[Start of Attachment]

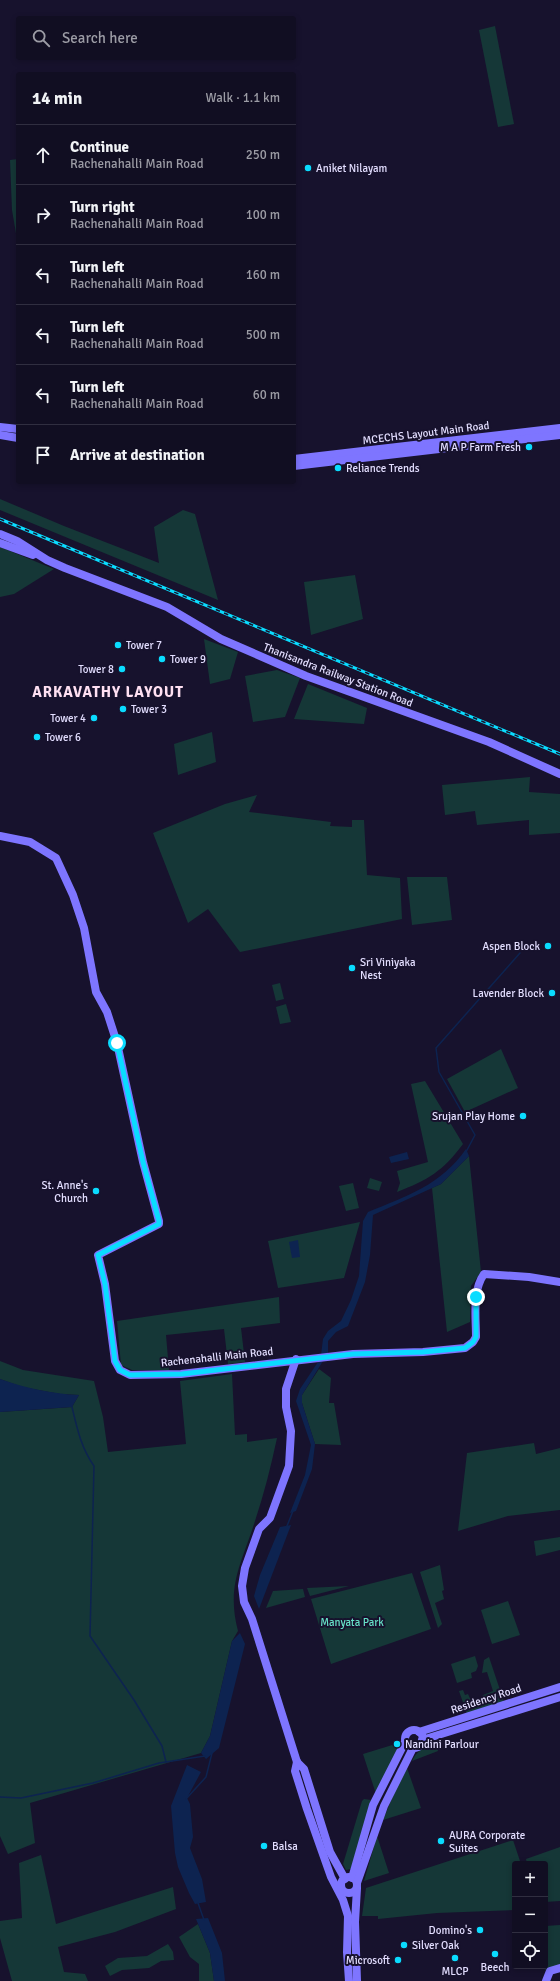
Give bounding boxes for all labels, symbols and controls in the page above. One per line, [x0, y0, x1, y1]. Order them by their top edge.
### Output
search box [16, 16, 296, 60]
icon: search [30, 27, 52, 49]
text: Search here [62, 29, 138, 47]
text: 14 min [32, 88, 82, 109]
text: Walk · 1.1 km [206, 90, 280, 106]
text: Continue [70, 138, 129, 156]
icon: ahead [32, 144, 54, 166]
text: 250 m [246, 147, 280, 163]
text: Rachenahalli Main Road [70, 156, 204, 172]
place label: Aniket Nilayam [316, 162, 388, 175]
marker: Aniket Nilayam [303, 163, 313, 173]
text: Turn right [70, 198, 135, 216]
icon: right [32, 204, 54, 226]
text: 100 m [246, 207, 280, 223]
text: Rachenahalli Main Road [70, 216, 204, 232]
text: Turn left [70, 258, 124, 276]
icon: left [32, 264, 54, 286]
text: 160 m [246, 267, 280, 283]
text: Rachenahalli Main Road [70, 276, 204, 292]
text: Turn left [70, 318, 124, 336]
icon: left [32, 324, 54, 346]
text: 500 m [246, 327, 280, 343]
text: Rachenahalli Main Road [70, 336, 204, 352]
text: Turn left [70, 378, 124, 396]
icon: left [32, 384, 54, 406]
text: 60 m [253, 387, 280, 403]
text: Rachenahalli Main Road [70, 396, 204, 412]
street label: MCECHS Layout Main Road [362, 419, 490, 447]
place label: M A P Farm Fresh [440, 441, 521, 454]
marker: M A P Farm Fresh [524, 442, 534, 452]
icon: arrive [32, 444, 54, 466]
text: Arrive at destination [70, 446, 205, 464]
place label: Reliance Trends [346, 462, 420, 475]
marker: Reliance Trends [333, 463, 343, 473]
place label: Tower 7 [126, 639, 162, 652]
marker: Tower 7 [113, 640, 123, 650]
street label: Thanisandra Railway Station Road [261, 640, 415, 710]
place label: Tower 9 [170, 653, 206, 666]
marker: Tower 9 [157, 654, 167, 664]
place label: Tower 8 [78, 663, 114, 676]
marker: Tower 8 [117, 664, 127, 674]
district label: ARKAVATHY LAYOUT [32, 683, 184, 701]
place label: Tower 3 [131, 703, 167, 716]
marker: Tower 3 [118, 704, 128, 714]
place label: Tower 4 [50, 712, 86, 725]
marker: Tower 4 [89, 713, 99, 723]
place label: Tower 6 [45, 731, 81, 744]
marker: Tower 6 [32, 732, 42, 742]
place label: Aspen Block [483, 940, 540, 953]
marker: Aspen Block [543, 941, 553, 951]
place label: Sri Viniyaka Nest [360, 956, 416, 982]
marker: Sri Viniyaka Nest [347, 963, 357, 973]
place label: Lavender Block [473, 987, 544, 1000]
marker: Lavender Block [547, 988, 557, 998]
route start [108, 1034, 126, 1052]
place label: Srujan Play Home [432, 1110, 515, 1123]
marker: Srujan Play Home [518, 1111, 528, 1121]
place label: St. Anne's Church [41, 1179, 88, 1205]
marker: St. Anne's Church [91, 1186, 101, 1196]
route end [467, 1288, 485, 1306]
street label: Rachenahalli Main Road [160, 1345, 274, 1369]
park label: Manyata Park [320, 1616, 384, 1629]
street label: Residency Road [449, 1681, 523, 1717]
place label: Nandini Parlour [405, 1738, 479, 1751]
marker: Nandini Parlour [392, 1739, 402, 1749]
place label: AURA Corporate Suites [449, 1829, 525, 1855]
marker: AURA Corporate Suites [436, 1836, 446, 1846]
place label: Balsa [272, 1840, 298, 1853]
marker: Balsa [259, 1841, 269, 1851]
map controls [512, 1861, 548, 1969]
button: + [512, 1861, 548, 1897]
button: − [512, 1897, 548, 1933]
place label: Domino's [429, 1924, 472, 1937]
marker: Domino's [475, 1925, 485, 1935]
button: locate [512, 1933, 548, 1969]
place label: Silver Oak [412, 1939, 460, 1952]
marker: Silver Oak [399, 1940, 409, 1950]
marker: Beech [490, 1949, 500, 1959]
marker: MLCP [450, 1953, 460, 1963]
place label: Microsoft [346, 1954, 390, 1967]
marker: Microsoft [393, 1955, 403, 1965]
place label: Beech [481, 1961, 509, 1974]
place label: MLCP [441, 1965, 469, 1978]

[End of Attachment]

→ **Assigned task**
For each line of the material that contains the word "Nilayam", make a copy.

→ **Solution to this problem**
place label: Aniket Nilayam [316, 162, 388, 175]
marker: Aniket Nilayam [303, 163, 313, 173]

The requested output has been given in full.